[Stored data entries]
• • • • • • •

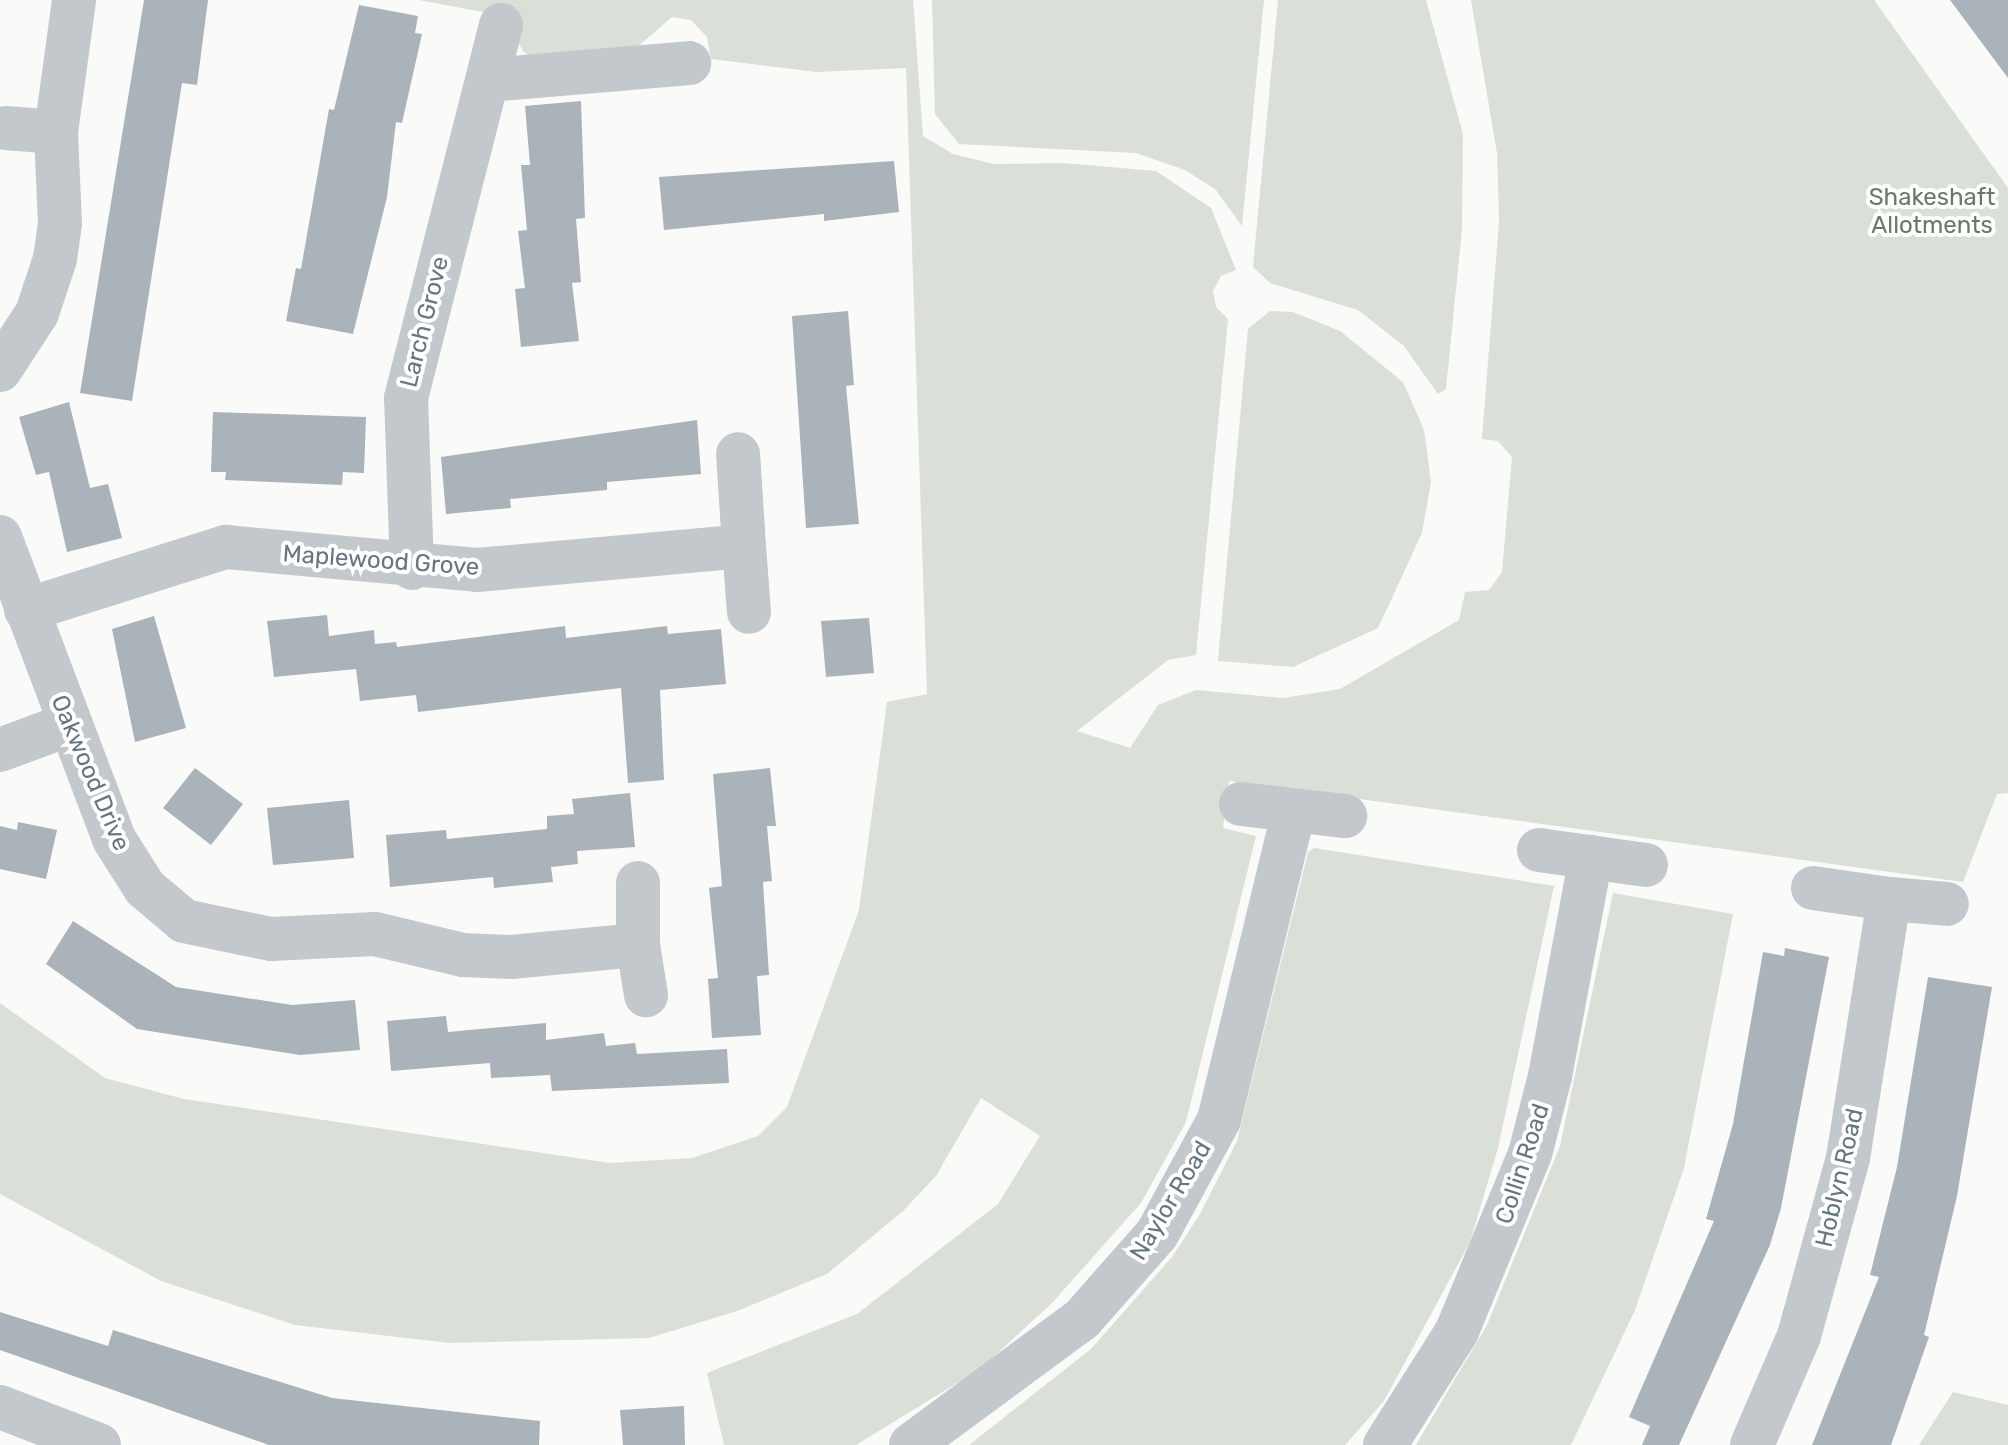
<!DOCTYPE html>
<style>
body{margin:0}
#map{position:relative;width:2008px;height:1445px;overflow:hidden;background:#fafaf8;font-family:Rubik,sans-serif}
div>[style]{position:absolute}
.green>*{inset:0;background:#dadfd7}
.building>*{inset:0;background:#aab3b9}
.street>*{height:44px;margin:-22px;padding:0 22px;transform-origin:22px;border-radius:22px;background:#c3c8cc}
span{translate:-50% -50%;white-space:nowrap;text-align:center;line-height:1.15;-webkit-text-stroke:8px #fff;paint-order:stroke}
.park-label{font-size:24px;color:#687a64}
.street-label{font-size:24px;color:#657683}
</style>
<div id="map">
<div class="green">
<div style="clip-path:polygon(419px 0,913px 0,923px 136px,953px 154px,994px 164px,1063px 163px,1156px 171px,1211px 208px,1236px 270px,1221px 276px,1213px 291px,1216px 307px,1228px 319px,1196px 655px,1168px 660px,1077px 731px,1130px 748px,1158px 705px,1196px 690px,1283px 698px,1340px 689px,1459px 620px,1465px 592px,1489px 590px,1502px 572px,1512px 457px,1498px 441px,1482px 439px,1499px 221px,1497px 153px,1471px 0,1874px 0,2008px 188px,2008px 793px,1997px 794px,1963px 882px,1229px 781px,1223px 828px,1256px 836px,1186px 1122px,1141px 1203px,1052px 1303px,980px 1369px,856px 1445px,724px 1445px,707px 1373px,857px 1314px,998px 1204px,1040px 1136px,981px 1098px,936px 1176px,903px 1211px,827px 1274px,737px 1311px,649px 1338px,449px 1343px,295px 1325px,161px 1281px,0 1194px,0 1003px,105px 1078px,184px 1099px,610px 1163px,692px 1158px,758px 1136px,787px 1107px,859px 910px,887px 702px,927px 694px,906px 68px,816px 72px,711px 59px,707px 37px,691px 20px,672px 17px,629px 54px,543px 66px,523px 51px,504px 16px)"></div>
<div style="clip-path:polygon(932px 0,1264px 0,1242px 226px,1216px 190px,1185px 170px,1136px 153px,959px 144px,935px 114px)"></div>
<div style="clip-path:polygon(1278px 0,1426px 0,1463px 134px,1462px 229px,1446px 389px,1438px 394px,1404px 346px,1358px 310px,1270px 283px,1253px 267px)"></div>
<div style="clip-path:polygon(1270px 311px,1293px 312px,1340px 331px,1403px 382px,1424px 430px,1431px 482px,1422px 533px,1378px 628px,1293px 667px,1218px 661px,1248px 329px)"></div>
<div style="clip-path:polygon(1314px 848px,1554px 886px,1498px 1148px,1470px 1242px,1384px 1401px,1345px 1445px,969px 1445px,1091px 1349px,1172px 1257px,1200px 1214px,1237px 1141px,1308px 852px)"></div>
<div style="clip-path:polygon(1613px 893px,1733px 914px,1684px 1168px,1635px 1310px,1571px 1445px,1416px 1445px,1487px 1325px,1560px 1146px)"></div>
<div style="clip-path:polygon(1953px 1392px,2008px 1405px,2008px 1445px,1919px 1445px)"></div>
</div>
<div class="building">
<div style="clip-path:polygon(144px 0,208px 0,197px 85px,182px 83px,132px 401px,80px 393px)"></div>
<div style="clip-path:polygon(1950px 0,2008px 0,2008px 78px)"></div>
<div style="clip-path:polygon(359px 5px,418px 16px,415px 33px,422px 34px,402px 123px,396px 122px,387px 197px,353px 334px,286px 321px,296px 268px,301px 269px,329px 109px,334px 110px)"></div>
<div style="clip-path:polygon(581px 101px,585px 218px,576px 219px,581px 282px,572px 283px,579px 341px,521px 347px,515px 289px,525px 288px,518px 231px,527px 230px,521px 165px,530px 165px,525px 106px)"></div>
<div style="clip-path:polygon(894px 161px,899px 212px,824px 221px,824px 214px,664px 230px,659px 177px)"></div>
<div style="clip-path:polygon(848px 311px,854px 385px,846px 386px,859px 524px,806px 528px,792px 316px)"></div>
<div style="clip-path:polygon(69px 402px,90px 488px,108px 484px,122px 538px,67px 552px,49px 472px,36px 475px,19px 417px)"></div>
<div style="clip-path:polygon(213px 412px,366px 417px,364px 473px,343px 472px,342px 485px,225px 480px,226px 472px,211px 472px)"></div>
<div style="clip-path:polygon(697px 420px,701px 474px,607px 482px,607px 490px,510px 499px,511px 508px,446px 514px,441px 457px)"></div>
<div style="clip-path:polygon(327px 615px,329px 636px,374px 630px,375px 644px,396px 642px,397px 647px,565px 626px,566px 638px,667px 626px,668px 634px,721px 629px,726px 684px,660px 690px,664px 780px,628px 783px,621px 688px,418px 712px,416px 695px,360px 701px,356px 669px,274px 677px,267px 621px)"></div>
<div style="clip-path:polygon(154px 616px,186px 728px,135px 742px,112px 629px)"></div>
<div style="clip-path:polygon(869px 618px,874px 673px,826px 677px,821px 621px)"></div>
<div style="clip-path:polygon(195px 768px,243px 804px,211px 845px,163px 808px)"></div>
<div style="clip-path:polygon(770px 768px,776px 826px,767px 826px,772px 881px,763px 882px,769px 975px,757px 976px,761px 1035px,712px 1038px,708px 979px,718px 978px,709px 888px,722px 886px,713px 774px)"></div>
<div style="clip-path:polygon(630px 793px,635px 847px,577px 851px,578px 864px,551px 867px,553px 882px,494px 888px,493px 877px,390px 887px,386px 835px,446px 830px,447px 839px,547px 829px,547px 816px,574px 814px,572px 799px)"></div>
<div style="clip-path:polygon(349px 800px,354px 858px,273px 865px,267px 808px)"></div>
<div style="clip-path:polygon(18px 822px,57px 830px,46px 879px,0 869px,0 826px,17px 830px)"></div>
<div style="clip-path:polygon(73px 921px,176px 987px,292px 1005px,355px 1000px,360px 1050px,300px 1055px,137px 1029px,46px 964px)"></div>
<div style="clip-path:polygon(1785px 948px,1829px 957px,1781px 1208px,1770px 1245px,1679px 1445px,1642px 1445px,1650px 1426px,1629px 1417px,1714px 1221px,1706px 1219px,1733px 1124px,1763px 952px,1784px 956px)"></div>
<div style="clip-path:polygon(1928px 977px,1992px 987px,1957px 1196px,1924px 1335px,1929px 1337px,1891px 1445px,1812px 1445px,1879px 1277px,1870px 1275px,1897px 1167px)"></div>
<div style="clip-path:polygon(446px 1016px,448px 1032px,546px 1023px,546px 1040px,604px 1033px,606px 1046px,635px 1043px,637px 1054px,727px 1049px,729px 1083px,552px 1091px,550px 1075px,491px 1078px,490px 1063px,391px 1071px,387px 1021px)"></div>
<div style="clip-path:polygon(0 1312px,108px 1346px,113px 1330px,332px 1398px,540px 1421px,539px 1445px,269px 1445px,0 1350px)"></div>
<div style="clip-path:polygon(684px 1406px,685px 1445px,623px 1445px,620px 1410px)"></div>
</div>
<div class="street">
<div style="left:488px;top:80px;width:202px;rotate:-4.8deg"></div>
<div style="left:6px;top:128px;width:50px;rotate:4.6deg"></div>
<div style="left:0;top:370px;width:68px;rotate:-57deg"></div>
<div style="left:37px;top:313px;width:57px;rotate:-71.6deg"></div>
<div style="left:55px;top:259px;width:35px;rotate:-82deg"></div>
<div style="left:60px;top:224px;width:92px;rotate:-92.5deg"></div>
<div style="left:56px;top:132px;width:133px;rotate:-82.2deg"></div>
<div style="left:0;top:537px;width:323px;rotate:69.3deg"></div>
<div style="left:114px;top:839px;width:58px;rotate:57.7deg"></div>
<div style="left:145px;top:888px;width:51px;rotate:40.2deg"></div>
<div style="left:184px;top:921px;width:89px;rotate:11.7deg"></div>
<div style="left:271px;top:939px;width:104px;rotate:-2.8deg"></div>
<div style="left:375px;top:934px;width:90px;rotate:13.4deg"></div>
<div style="left:463px;top:955px;width:48px;rotate:2.4deg"></div>
<div style="left:511px;top:957px;width:128px;rotate:-5.4deg"></div>
<div style="left:638px;top:945px;width:51px;rotate:80.9deg"></div>
<div style="left:744px;top:546px;width:66px;rotate:85.7deg"></div>
<div style="left:412px;top:568px;width:170px;rotate:-92deg"></div>
<div style="left:406px;top:398px;width:385px;rotate:-75.7deg"></div>
<div style="left:26px;top:610px;width:210px;rotate:-17.5deg"></div>
<div style="left:226px;top:547px;width:252px;rotate:5.2deg"></div>
<div style="left:477px;top:570px;width:268px;rotate:-5.1deg"></div>
<div style="left:744px;top:546px;width:92px;rotate:-93.7deg"></div>
<div style="left:0;top:750px;width:72px;rotate:-20.5deg"></div>
<div style="left:1241px;top:804px;width:105px;rotate:6.6deg"></div>
<div style="left:1539px;top:850px;width:108px;rotate:8deg"></div>
<div style="left:638px;top:883px;width:62px;rotate:90deg"></div>
<div style="left:1813px;top:888px;width:77px;rotate:8.2deg"></div>
<div style="left:0;top:1407px;width:106px;rotate:21deg"></div>
<div style="left:911px;top:1445px;width:212px;rotate:-36.4deg"></div>
<div style="left:1082px;top:1319px;width:113px;rotate:-48.6deg"></div>
<div style="left:1157px;top:1234px;width:130px;rotate:-61.5deg"></div>
<div style="left:1219px;top:1120px;width:316px;rotate:-76.4deg"></div>
<div style="left:1385px;top:1445px;width:135px;rotate:-57.7deg"></div>
<div style="left:1457px;top:1331px;width:191px;rotate:-67.6deg"></div>
<div style="left:1530px;top:1154px;width:81px;rotate:-75.6deg"></div>
<div style="left:1550px;top:1076px;width:223px;rotate:-79.4deg"></div>
<div style="left:1752px;top:1445px;width:119px;rotate:-66.7deg"></div>
<div style="left:1799px;top:1336px;width:185px;rotate:-74.6deg"></div>
<div style="left:1848px;top:1158px;width:262px;rotate:-81deg"></div>
<div style="left:1889px;top:899px;width:58px;rotate:4.9deg"></div>
</div>
<div class="park-label">
<span style="left:1932px;top:212px">Shakeshaft<br>Allotments</span>
</div>
<div class="street-label">
<span style="left:425px;top:322px;rotate:-76deg">Larch Grove</span>
<span style="left:381px;top:561px;rotate:4deg">Maplewood Grove</span>
<span style="left:90px;top:773px;rotate:67deg">Oakwood Drive</span>
<span style="left:1523px;top:1164px;rotate:-72deg">Collin Road</span>
<span style="left:1840px;top:1178px;rotate:-77deg">Hoblyn Road</span>
<span style="left:1171px;top:1201px;rotate:-59deg">Naylor Road</span>
</div>
</div>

• • • • • • •

-- Your objective --
Only the lines that contain the string "Grove" are to be copied from the records.

-- Written answer --
<span style="left:425px;top:322px;rotate:-76deg">Larch Grove</span>
<span style="left:381px;top:561px;rotate:4deg">Maplewood Grove</span>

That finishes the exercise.